2.11. `constexpr` Loops

With C++20, constexpr has been extended to allow more complex loops and logic at compile time. While this can lead to ultra-efficient code where calculations are precomputed during compilation, this technique has limited utility in competitive programming, where dynamic inputs are a central aspect of the problem. Since competitive programming requires handling varying inputs provided at runtime, constexpr loops are generally less useful in this context.

Example:

#include <array>
#include <iostream>

constexpr std::array<int, 5> generate_squares() {
    std::array<int, 5> arr{};
    for (int i = 0; i < 5; ++i) {
        arr[i] = i * i;
    }
    return arr;
}

int main() {
    constexpr auto arr = generate_squares();
    for (int i : arr) {
        std::cout << i << " ";  // 0 1 4 9 16
    }

    return 0;
}

Benefits:

Compile-time efficiency allows for faster runtime performance, as all necessary computations are completed during the compilation phase. This eliminates the need for processing during execution, leading to quicker program runs.

This approach is ideal for constant, static data. When all relevant data is known ahead of time, compile-time computation removes the need for runtime processing, providing a significant performance boost by bypassing real-time calculations.

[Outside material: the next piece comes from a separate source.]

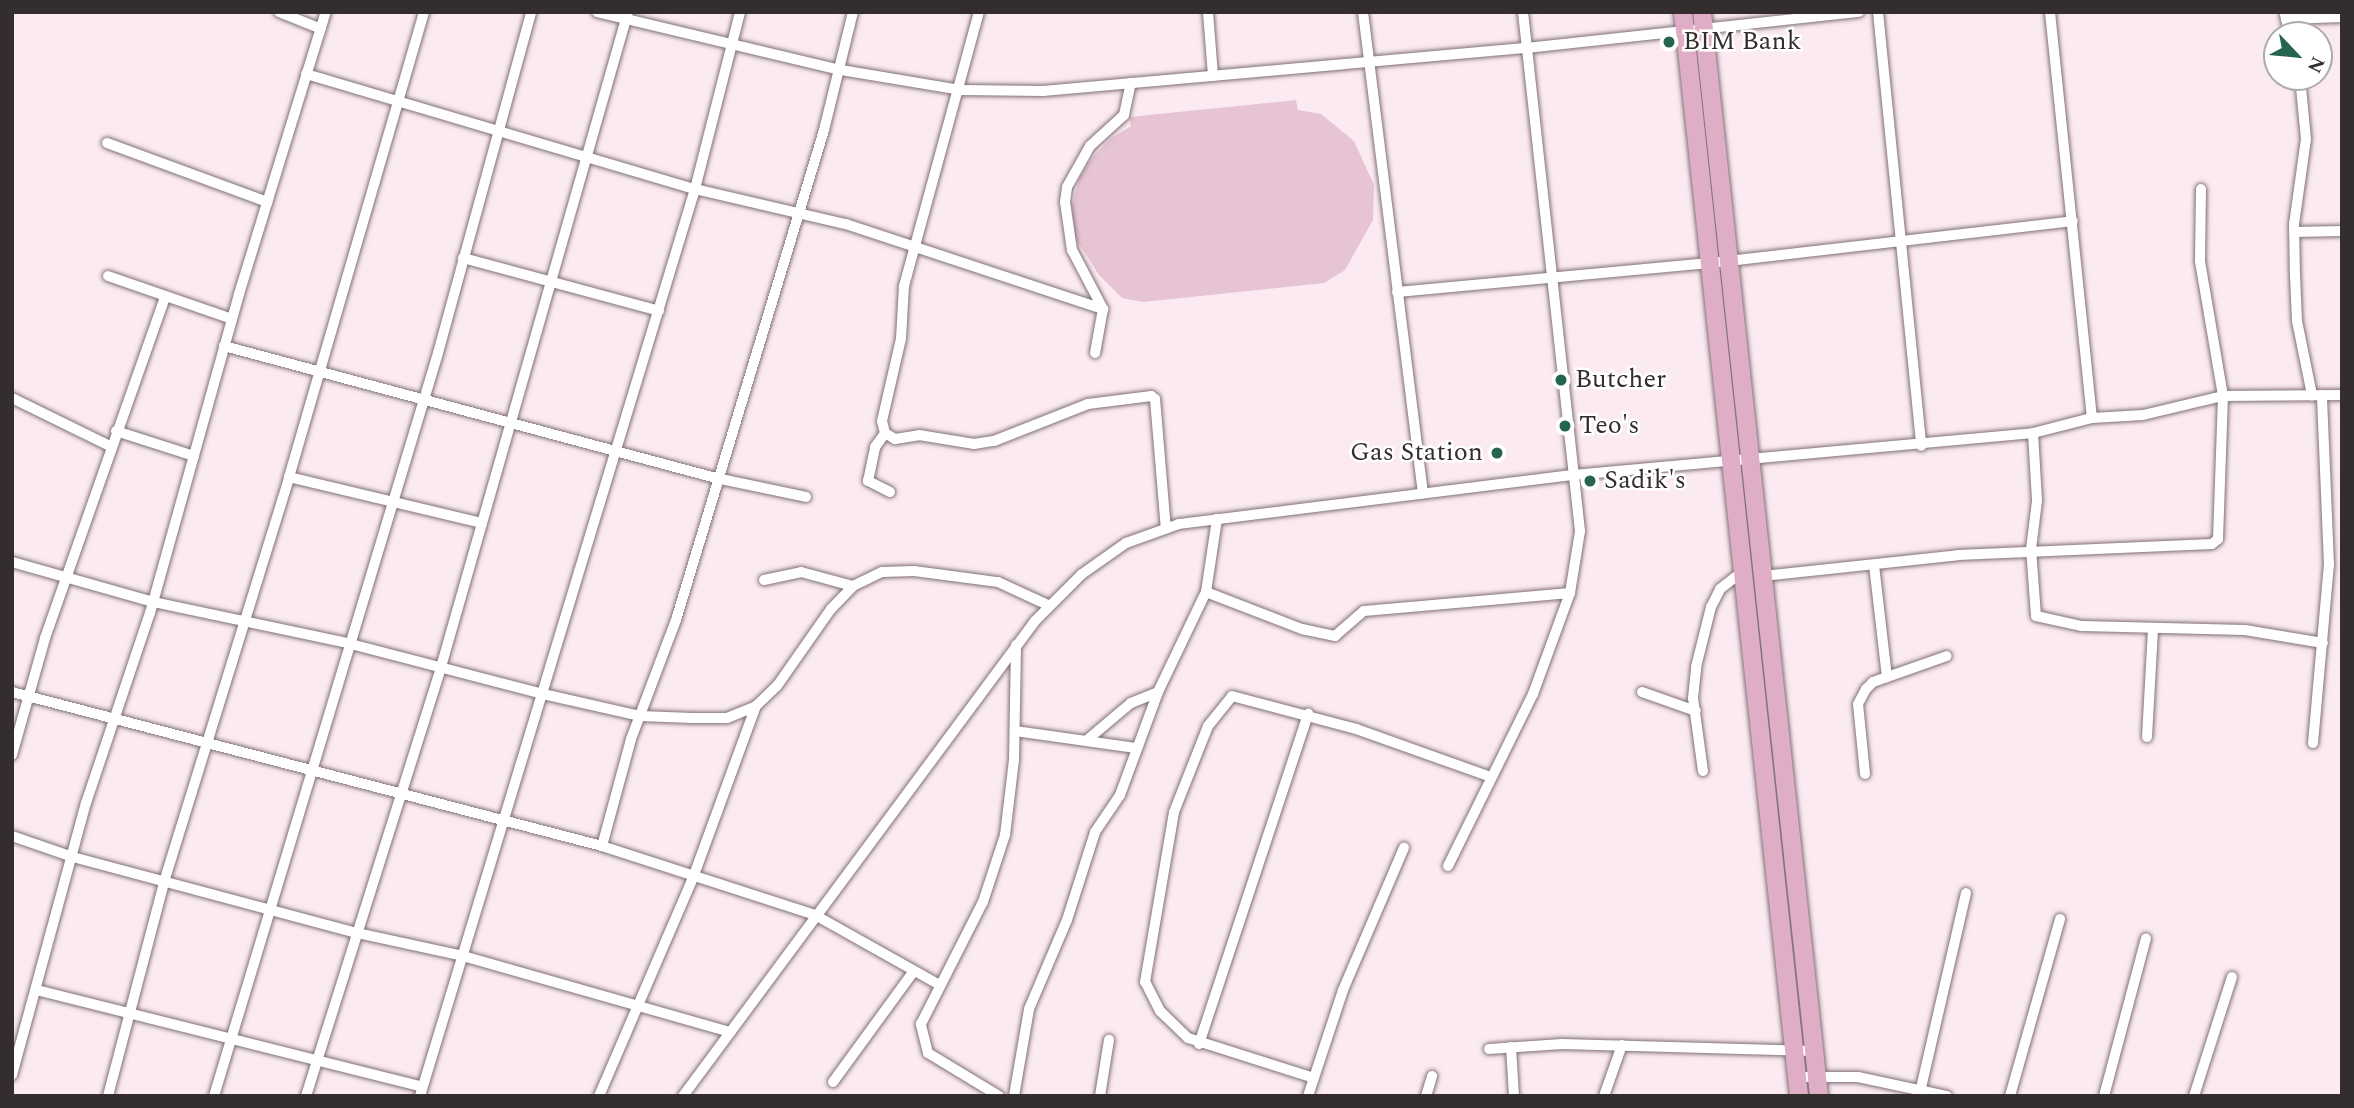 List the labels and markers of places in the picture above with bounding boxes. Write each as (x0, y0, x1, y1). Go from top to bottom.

2.11.1 Considerations for competitive programmings

While constexpr loops are not suitable for processing dynamic inputs directly, they can be strategically used to create lookup tables or pre-compute values that are then utilized during runtime calculations. This can be particularly useful in problems involving mathematical sequences, combinatorics, or other scenarios where certain calculations can be predetermined. However, it’s important to balance the use of pre-computed data with memory constraints, as large lookup tables might exceed memory limits in some competitive programming environments.

2.12. Early Exit Loops

In competitive programming, optimizing loops to exit early when a condition is met can drastically reduce execution time. This approach is especially useful when the solution does not require processing the entire input if an early condition is satisfied.

Example:

#include <vector>
#include <iostream>

int main() {
    std::vector<int> vec = {1, 2, 3, 4, 5};

    // Early exit if a condition is met
    for (int i = 0; i < vec.size(); ++i) {
        if (vec[i] == 3) break;
        std::cout << vec[i] << " ";
    }

    return 0;
}

Benefits:

Early exit loops improve efficiency by terminating as soon as a specified condition is met, thus avoiding unnecessary iterations. This approach helps save time, especially when the loop would otherwise continue without contributing to the result. This technique is particularly useful in search problems. By exiting the loop early when a target value is found, it can improve performance, reducing the overall execution time.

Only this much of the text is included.